Je ne suis pas un robot
S’inscrire sur les listes électorales… Banale formalité administrative comme nous en connaissons tous. Je ne soupçonnais pas à quoi elle peut conduire. Ne voulant pas rater les échéances du printemps, mais n’étant plus inscrit depuis un changement d’adresse, je me connecte donc, fin décembre, sur le site officiel de l’administration, Servicepublic.fr. Juste avant d’envoyer formulaire rempli et documents numérisés, surprise ! Le site exige une dernière réponse. La question : « Etes-vous un robot ? » Je n’invente rien ! C’est la première fois que je tombe sur pareille demande. Comme chacun, je connais les suites de chiffres et lettres à copier pour authentifier qu’on est bien est un humain, pas un automate. Mais cette interrogation, c’est une autre paire de manches.
Mine de rien, elle organise un labyrinthe. En effet, qu’est-ce qui peut bien me permettre de répondre, en toute connaissance de cause, que je ne suis pas un robot ? Ma compréhension du langage ? Elle peut avoir été programmée. La présence de mon corps, le fait que je vive comme un être de chair et de sang ? Ce ne sont que des sensations, des impressions, qui pourraient être autant de simulations, un monde virtuel que je prendrais pour la réalité. Avant de pouvoir cliquer pour affirmer que je ne suis pas un robot, il va falloir que je relise Descartes, car c’est bien la question centrale des Méditations métaphysiques. Sa solution : le « cogito ». Je ne suis pas une machine, ni automate, ni robot, parce que « je pense », parce que je suis une conscience, et pas uniquement un organisme.
Mais il faut relire aussi les auteurs qui soutiennent l’inverse, et font de notre esprit une machine à calculer. Leibniz, par exemple, affirmant que « nous sommes automates dans les trois-quarts de nos actions », et surtout La Mettrie, dont L’Homme machine (1748) explique déjà comment nos pensées sont produites par la mécanique de notre corps et les dispositions de notre cerveau. En fait, il n’y a pas moyen de répondre clairement à l’administration. Il faudrait avoir résolu la question de l’âme et du corps, qui s’est prolongée aujourd’hui dans le Mind-body problem. Le tout a engendré des bibliothèques entières, sans que jamais aucune théorie ait triompher. Car le débat est interminable entre ceux qui pensent qu’une conscience « autonome » existe, et ceux qui soutiennent que la conscience constitue un épiphénomène, conséquence du fonctionnement du système des neurones, ou éventuellement d’une intelligence artificielle.

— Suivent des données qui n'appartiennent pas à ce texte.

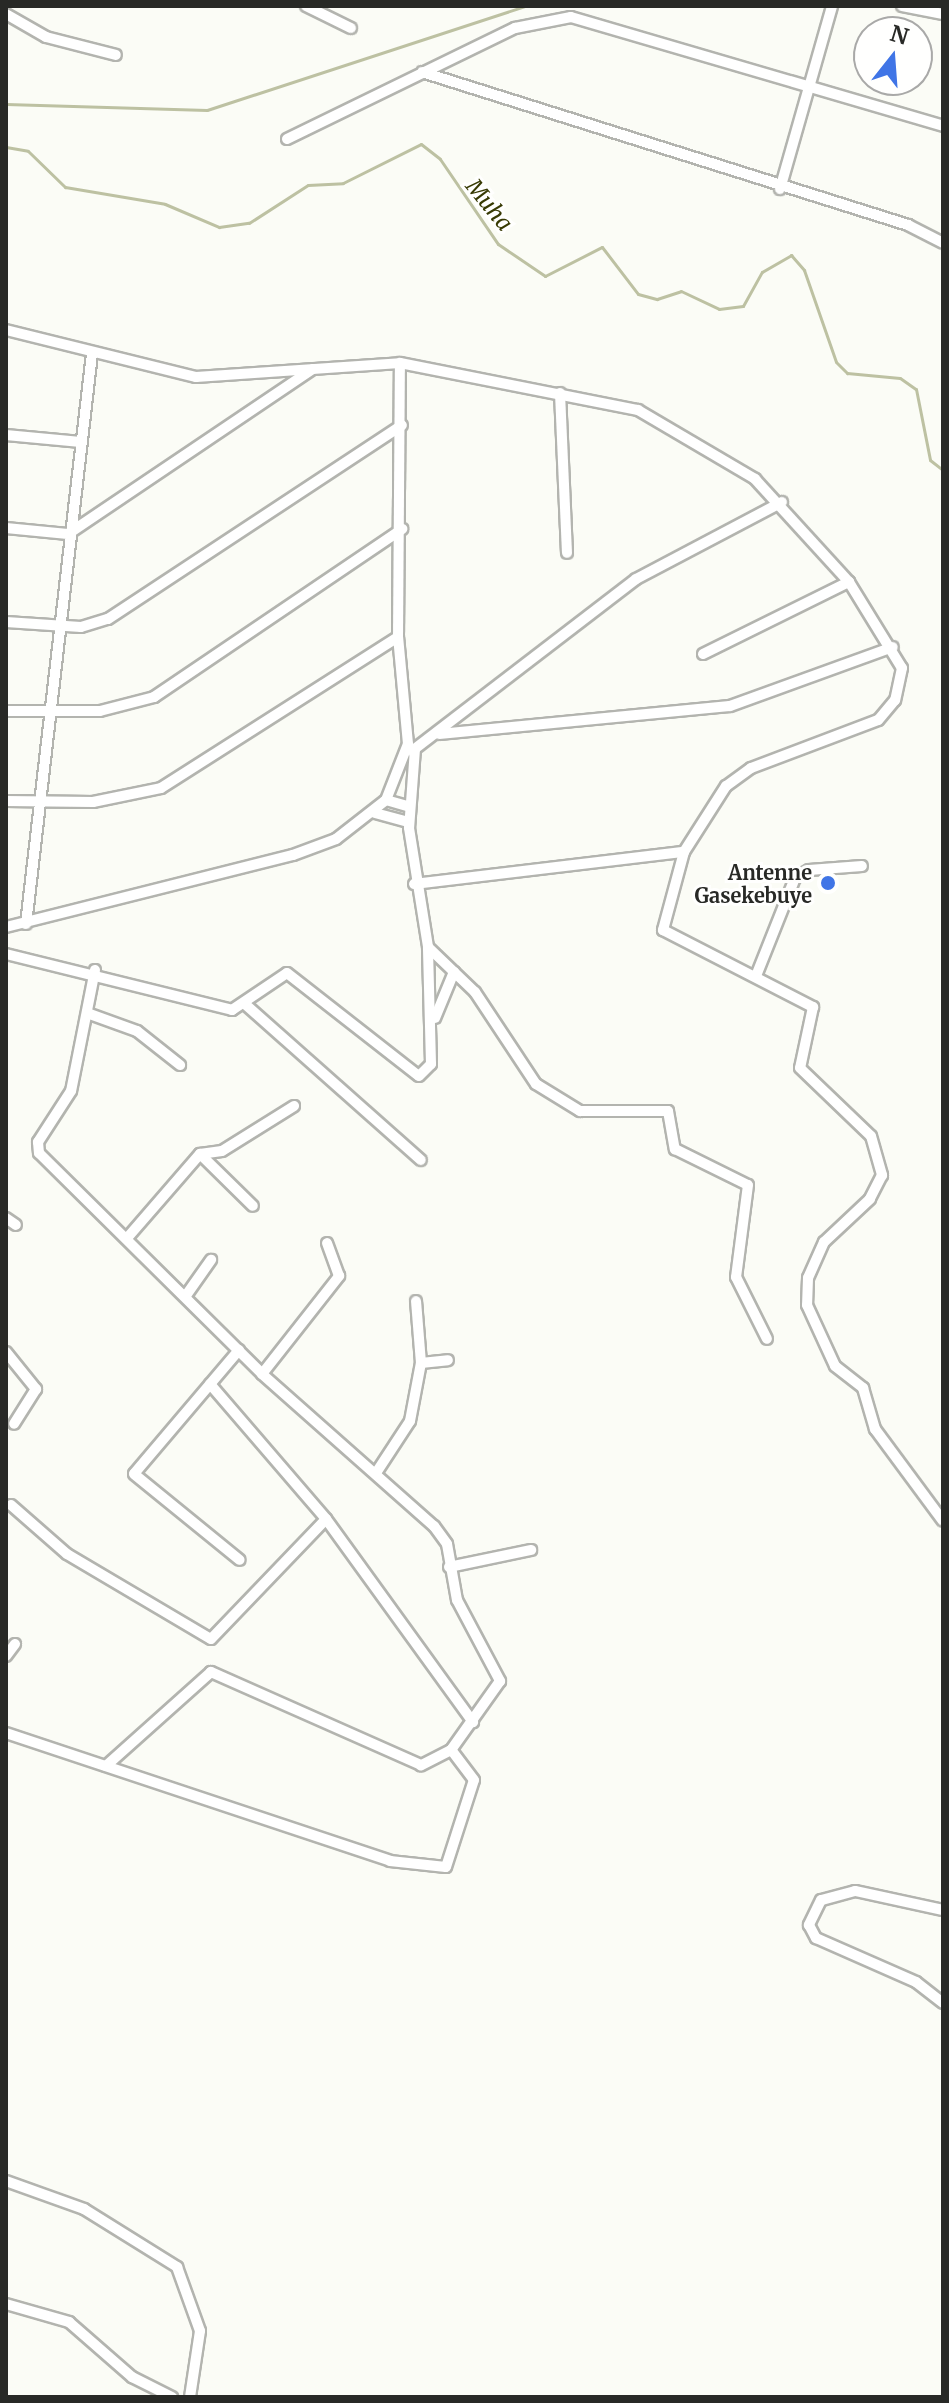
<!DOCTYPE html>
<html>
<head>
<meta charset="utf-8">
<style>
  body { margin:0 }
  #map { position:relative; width:949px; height:2403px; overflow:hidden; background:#fbfcf6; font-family:Merriweather,serif }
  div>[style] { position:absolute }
  .stream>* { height:3px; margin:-1.5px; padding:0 1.5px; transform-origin:1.5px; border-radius:1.5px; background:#bdc1a2 }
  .roads { filter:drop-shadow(2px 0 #b3b4af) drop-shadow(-2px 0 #b3b4af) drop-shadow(0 2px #b3b4af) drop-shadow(0 -2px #b3b4af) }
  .street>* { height:10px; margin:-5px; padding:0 5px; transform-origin:5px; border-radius:5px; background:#fff }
  .dots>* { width:22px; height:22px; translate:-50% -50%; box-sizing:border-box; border:4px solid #fffffe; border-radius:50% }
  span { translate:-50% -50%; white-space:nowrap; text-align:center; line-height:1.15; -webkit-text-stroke:6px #fffffe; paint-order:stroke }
  .poi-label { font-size:20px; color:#282926; font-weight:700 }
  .right { translate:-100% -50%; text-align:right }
  .water-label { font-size:22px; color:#373a03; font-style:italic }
  .frame { position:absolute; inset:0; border:8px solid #282926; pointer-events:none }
  .north { position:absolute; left:853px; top:16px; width:80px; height:80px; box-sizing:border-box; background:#fffffe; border:2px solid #a9a9a8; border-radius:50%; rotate:17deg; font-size:22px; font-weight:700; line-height:32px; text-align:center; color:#282926 }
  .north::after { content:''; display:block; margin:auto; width:28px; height:36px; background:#4075e6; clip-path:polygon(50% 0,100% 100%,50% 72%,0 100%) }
</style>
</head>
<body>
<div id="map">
  <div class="stream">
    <div style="left:6px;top:104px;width:201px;rotate:1.7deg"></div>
    <div style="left:207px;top:110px;width:335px;rotate:-18.1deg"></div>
    <div style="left:6px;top:147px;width:22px;rotate:10deg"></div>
    <div style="left:28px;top:151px;width:52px;rotate:44.2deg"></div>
    <div style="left:65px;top:187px;width:101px;rotate:9.6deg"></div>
    <div style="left:165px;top:204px;width:59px;rotate:23.1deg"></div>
    <div style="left:219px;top:227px;width:30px;rotate:-8deg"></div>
    <div style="left:249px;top:223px;width:70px;rotate:-32.8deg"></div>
    <div style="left:308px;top:185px;width:35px;rotate:-3deg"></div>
    <div style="left:343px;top:183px;width:87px;rotate:-26.6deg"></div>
    <div style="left:421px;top:144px;width:24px;rotate:38deg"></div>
    <div style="left:440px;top:159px;width:103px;rotate:55.7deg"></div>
    <div style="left:498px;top:244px;width:57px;rotate:34.2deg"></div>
    <div style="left:545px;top:276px;width:64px;rotate:-27deg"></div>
    <div style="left:602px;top:247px;width:59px;rotate:52.5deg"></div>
    <div style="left:638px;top:294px;width:20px;rotate:15deg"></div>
    <div style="left:657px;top:299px;width:25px;rotate:-18deg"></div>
    <div style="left:681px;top:291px;width:42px;rotate:25.3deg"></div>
    <div style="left:719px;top:309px;width:24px;rotate:-7deg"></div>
    <div style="left:743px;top:306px;width:39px;rotate:-61deg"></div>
    <div style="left:762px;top:272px;width:34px;rotate:-30deg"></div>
    <div style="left:791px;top:255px;width:20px;rotate:49deg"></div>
    <div style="left:804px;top:270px;width:97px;rotate:70.8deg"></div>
    <div style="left:836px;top:362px;width:16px;rotate:45deg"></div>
    <div style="left:847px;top:373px;width:53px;rotate:5.4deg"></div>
    <div style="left:900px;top:378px;width:19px;rotate:35deg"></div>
    <div style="left:916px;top:389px;width:72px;rotate:78.8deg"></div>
    <div style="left:930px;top:460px;width:16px;rotate:38deg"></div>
  </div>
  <div class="roads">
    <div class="street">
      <div style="left:306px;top:6px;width:50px;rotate:26.1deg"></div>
      <div style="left:902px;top:6px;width:42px;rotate:11deg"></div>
      <div style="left:6px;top:14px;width:46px;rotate:29.9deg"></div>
      <div style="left:46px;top:37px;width:72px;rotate:14.4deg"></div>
      <div style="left:422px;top:72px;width:510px;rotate:17.47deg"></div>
      <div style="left:908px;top:225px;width:39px;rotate:27deg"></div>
      <div style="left:287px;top:139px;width:254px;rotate:-26deg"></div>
      <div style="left:515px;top:28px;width:57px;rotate:-11.1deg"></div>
      <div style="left:571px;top:17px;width:388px;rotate:16.3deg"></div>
      <div style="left:780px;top:189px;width:190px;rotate:-74.1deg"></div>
      <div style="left:6px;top:330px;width:196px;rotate:13.9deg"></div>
      <div style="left:196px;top:377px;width:204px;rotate:-3.9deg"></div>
      <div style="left:400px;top:363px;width:243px;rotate:11.2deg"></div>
      <div style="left:638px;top:410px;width:136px;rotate:30.5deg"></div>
      <div style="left:755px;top:479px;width:139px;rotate:47.6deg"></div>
      <div style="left:849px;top:582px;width:101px;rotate:58.4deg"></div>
      <div style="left:902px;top:668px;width:33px;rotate:102deg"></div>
      <div style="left:895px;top:700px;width:26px;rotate:130deg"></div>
      <div style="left:878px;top:720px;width:136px;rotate:159.3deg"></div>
      <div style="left:751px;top:768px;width:31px;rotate:144deg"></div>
      <div style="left:726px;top:786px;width:78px;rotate:122.5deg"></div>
      <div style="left:684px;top:852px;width:81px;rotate:105.1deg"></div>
      <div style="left:663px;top:930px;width:169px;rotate:27.2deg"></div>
      <div style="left:813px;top:1007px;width:62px;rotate:102deg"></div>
      <div style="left:800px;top:1068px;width:98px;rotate:43.8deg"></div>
      <div style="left:871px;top:1136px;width:41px;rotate:74.2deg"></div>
      <div style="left:882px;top:1175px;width:27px;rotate:117deg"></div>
      <div style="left:870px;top:1199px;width:63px;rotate:136.9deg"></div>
      <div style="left:824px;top:1242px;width:39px;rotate:114deg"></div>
      <div style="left:808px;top:1278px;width:27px;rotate:92deg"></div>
      <div style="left:807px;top:1305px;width:67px;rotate:65.3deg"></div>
      <div style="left:835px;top:1366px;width:36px;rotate:38deg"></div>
      <div style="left:863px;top:1388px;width:43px;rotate:73.7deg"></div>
      <div style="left:875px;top:1429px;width:114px;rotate:53.5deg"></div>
      <div style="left:560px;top:393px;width:160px;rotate:87.5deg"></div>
      <div style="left:6px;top:435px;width:75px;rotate:5.3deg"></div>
      <div style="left:6px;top:528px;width:62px;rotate:5.5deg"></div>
      <div style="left:68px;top:534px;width:295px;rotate:-34deg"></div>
      <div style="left:6px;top:622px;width:75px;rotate:3.8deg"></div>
      <div style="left:81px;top:627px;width:28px;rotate:-17deg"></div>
      <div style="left:108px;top:619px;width:352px;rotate:-33.4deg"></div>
      <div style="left:703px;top:654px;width:163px;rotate:-26.3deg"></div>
      <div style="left:6px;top:711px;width:94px"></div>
      <div style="left:100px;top:711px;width:56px;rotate:-14.5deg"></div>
      <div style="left:154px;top:697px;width:300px;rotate:-34.1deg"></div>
      <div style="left:439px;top:734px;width:292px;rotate:-5.5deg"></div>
      <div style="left:730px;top:706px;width:173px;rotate:-19.9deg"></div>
      <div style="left:415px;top:749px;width:79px;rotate:94.3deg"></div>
      <div style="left:409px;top:828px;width:121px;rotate:80.9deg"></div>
      <div style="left:428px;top:947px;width:65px;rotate:43.8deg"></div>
      <div style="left:475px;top:992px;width:110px;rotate:56.5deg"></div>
      <div style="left:536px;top:1084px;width:52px;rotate:31.5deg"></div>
      <div style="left:580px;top:1111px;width:88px"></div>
      <div style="left:668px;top:1111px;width:39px;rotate:80deg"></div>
      <div style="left:675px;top:1149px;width:81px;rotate:26.3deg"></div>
      <div style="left:748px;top:1185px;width:93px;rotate:97.4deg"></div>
      <div style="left:736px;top:1277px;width:69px;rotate:63.4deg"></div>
      <div style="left:412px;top:751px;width:282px;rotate:-37.5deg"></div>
      <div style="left:636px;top:579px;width:165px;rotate:-27.8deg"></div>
      <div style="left:386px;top:800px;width:25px;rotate:16deg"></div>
      <div style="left:6px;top:801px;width:87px;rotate:0.7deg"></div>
      <div style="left:93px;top:802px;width:69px;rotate:-11.6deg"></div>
      <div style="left:161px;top:788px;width:281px;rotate:-32.5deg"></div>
      <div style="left:375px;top:813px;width:34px;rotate:15deg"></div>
      <div style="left:414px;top:884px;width:272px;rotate:-6.8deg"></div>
      <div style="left:26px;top:924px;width:574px;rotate:-83.4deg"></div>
      <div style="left:6px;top:927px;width:296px;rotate:-14.1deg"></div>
      <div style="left:293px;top:855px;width:46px;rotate:-20.4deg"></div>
      <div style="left:336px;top:839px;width:63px;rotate:-38deg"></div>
      <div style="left:386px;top:800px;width:60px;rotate:-68.6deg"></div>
      <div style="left:408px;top:744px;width:107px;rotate:-95.3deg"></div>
      <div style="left:398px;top:637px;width:274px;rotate:-89.6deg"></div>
      <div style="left:6px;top:954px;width:233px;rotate:13.9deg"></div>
      <div style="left:232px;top:1010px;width:66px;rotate:-33.9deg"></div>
      <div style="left:287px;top:973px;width:167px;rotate:38deg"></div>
      <div style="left:419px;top:1076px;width:17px;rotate:-45deg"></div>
      <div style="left:431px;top:1064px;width:117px;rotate:-91.5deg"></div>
      <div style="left:95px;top:970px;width:123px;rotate:101.2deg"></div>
      <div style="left:71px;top:1091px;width:61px;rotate:122.9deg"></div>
      <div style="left:38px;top:1142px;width:11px;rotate:85deg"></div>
      <div style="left:39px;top:1153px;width:314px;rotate:44.7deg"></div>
      <div style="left:262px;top:1374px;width:230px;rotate:41.5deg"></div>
      <div style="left:434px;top:1526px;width:22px;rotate:54deg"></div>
      <div style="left:447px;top:1544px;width:57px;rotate:79.9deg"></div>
      <div style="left:457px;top:1600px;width:92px;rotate:62deg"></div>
      <div style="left:500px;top:1681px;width:85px;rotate:125.4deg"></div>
      <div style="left:451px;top:1750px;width:34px;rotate:153deg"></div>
      <div style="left:421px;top:1765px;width:230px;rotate:-156.1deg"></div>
      <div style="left:211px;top:1672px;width:141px;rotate:138.2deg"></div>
      <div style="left:756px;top:976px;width:105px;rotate:-68.3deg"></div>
      <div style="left:795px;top:878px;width:16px;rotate:-30deg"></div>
      <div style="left:809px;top:870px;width:53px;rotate:-4.3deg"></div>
      <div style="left:245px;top:1004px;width:235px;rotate:41.6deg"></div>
      <div style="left:87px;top:1013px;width:53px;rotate:19.8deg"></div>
      <div style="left:137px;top:1031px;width:55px;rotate:38.3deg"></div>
      <div style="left:435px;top:1018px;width:50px;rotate:-67.6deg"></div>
      <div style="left:200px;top:1154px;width:74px;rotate:44.5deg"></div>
      <div style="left:6px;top:1218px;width:12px;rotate:35deg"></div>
      <div style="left:128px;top:1237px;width:110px;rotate:-49.1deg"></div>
      <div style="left:200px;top:1154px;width:22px;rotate:-8deg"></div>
      <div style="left:222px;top:1151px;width:85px;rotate:-32deg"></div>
      <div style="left:187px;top:1294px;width:42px;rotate:-54.8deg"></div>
      <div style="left:239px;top:1350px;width:162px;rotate:130.3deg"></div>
      <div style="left:134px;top:1474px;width:136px;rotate:39.1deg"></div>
      <div style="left:6px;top:1352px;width:48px;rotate:51deg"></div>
      <div style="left:36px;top:1389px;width:41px;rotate:122.2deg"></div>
      <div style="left:421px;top:1363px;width:27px;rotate:-6deg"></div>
      <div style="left:262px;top:1374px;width:125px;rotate:-51.8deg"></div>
      <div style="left:339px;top:1276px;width:35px;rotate:-110deg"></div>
      <div style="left:210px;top:1384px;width:178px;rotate:49.3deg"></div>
      <div style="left:326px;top:1519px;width:251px;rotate:54.1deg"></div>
      <div style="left:376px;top:1473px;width:62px;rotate:-56.8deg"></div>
      <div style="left:410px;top:1421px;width:59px;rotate:-79.3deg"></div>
      <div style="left:421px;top:1363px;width:62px;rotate:-94.6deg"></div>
      <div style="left:11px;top:1505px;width:74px;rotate:41.2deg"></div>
      <div style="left:67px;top:1554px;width:167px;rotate:30.6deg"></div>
      <div style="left:211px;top:1639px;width:166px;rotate:-46.2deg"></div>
      <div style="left:449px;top:1567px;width:84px;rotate:-11.7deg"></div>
      <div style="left:6px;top:1656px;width:15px;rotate:-53deg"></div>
      <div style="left:6px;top:1733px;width:405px;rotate:18.4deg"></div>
      <div style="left:390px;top:1861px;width:56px;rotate:6.1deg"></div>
      <div style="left:446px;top:1867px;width:91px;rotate:-72.2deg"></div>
      <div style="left:474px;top:1780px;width:38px;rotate:-127deg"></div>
      <div style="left:943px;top:1910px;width:90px;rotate:-167.8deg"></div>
      <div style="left:855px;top:1891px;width:35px;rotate:165deg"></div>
      <div style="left:821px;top:1900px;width:28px;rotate:116deg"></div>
      <div style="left:809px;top:1925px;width:15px;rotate:62deg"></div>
      <div style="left:816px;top:1938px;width:109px;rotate:23.7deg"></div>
      <div style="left:916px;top:1982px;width:34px;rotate:38deg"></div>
      <div style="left:6px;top:2181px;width:83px;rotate:19.7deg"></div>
      <div style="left:84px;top:2209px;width:110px;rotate:31.9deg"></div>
      <div style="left:177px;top:2267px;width:68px;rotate:70.2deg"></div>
      <div style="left:200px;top:2331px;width:67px;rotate:98.6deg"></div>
      <div style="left:6px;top:2304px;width:66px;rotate:15.9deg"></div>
      <div style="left:69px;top:2322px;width:84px;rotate:41.1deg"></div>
      <div style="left:132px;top:2377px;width:45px;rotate:26.6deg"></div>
    </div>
  </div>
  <div class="dots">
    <div style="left:828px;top:883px;background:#4075e6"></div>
  </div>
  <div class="poi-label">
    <span class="right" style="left:812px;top:884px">Antenne<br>Gasekebuye</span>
  </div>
  <div class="water-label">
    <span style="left:489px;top:205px;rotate:51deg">Muha</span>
  </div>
  <div class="frame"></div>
  <div class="north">N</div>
</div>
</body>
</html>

J’essaie malgré tout de trouver une issue, pour pouvoir donner une réponse. Il faut bien que parvienne à m’inscrire… Sans doute ne suis-je pas un robot justement parce que je comprends cette question. Je ne suis pas sorti d’affaire pour autant, parce que cette remarque aggrave la situation. En effet, un robot qui serait capable de saisir le sens de cette interrogation répondrait « oui ». En ce cas, conscient de lui-même et de son statut, serait-il encore réellement un robot ? Et ce robot conscient ne devrait-il pas se voir reconnaître le droit de vote, donc la possibilité de s’inscrire sur les listes électorales ?
La situation est donc apparemment sans issue logique. En effet, si vous envisagez de répondre « oui, je suis un robot », il faudrait en fait répondre « non », puisqu’un robot capable de l’affirmer en première personne n’en est plus vraiment un. Et si vous envisagez de répondre « non » – seule réponse admise par la machine pour vous permettre de vous inscrire – il faudrait dire « oui », puisque le fait de devoir fournir une réponse unique et prescrite d’avance vous transforme, de fait, en robot.
Ayant bien saisi que la réponse attendue était « non », je me suis inscrit. Mais je pense que n’importe quel robot non rudimentaire est capable de faire cette déduction. La question n’est donc pas résolue. A présent que des robots nous renseignent au téléphone, que d’autres écrivent déjà des articles, le doute s’installe. Nous ne sommes pas encore immergés entièrement dans l’univers de Humans, mais nous ne sommes pas loin de cette série télévisée. Cela m’a turlupiné le temps du réveillon de fin d’année. Et m’a mis sur une piste. D’après mes informations, les robots, pour l’instant, ne réveillonnent pas. Et ne sont pas non plus turlupinés, à proprement parler, par quoi que ce soit. Voilà qui a contribué à me rassurer. Enfin… pas complètement.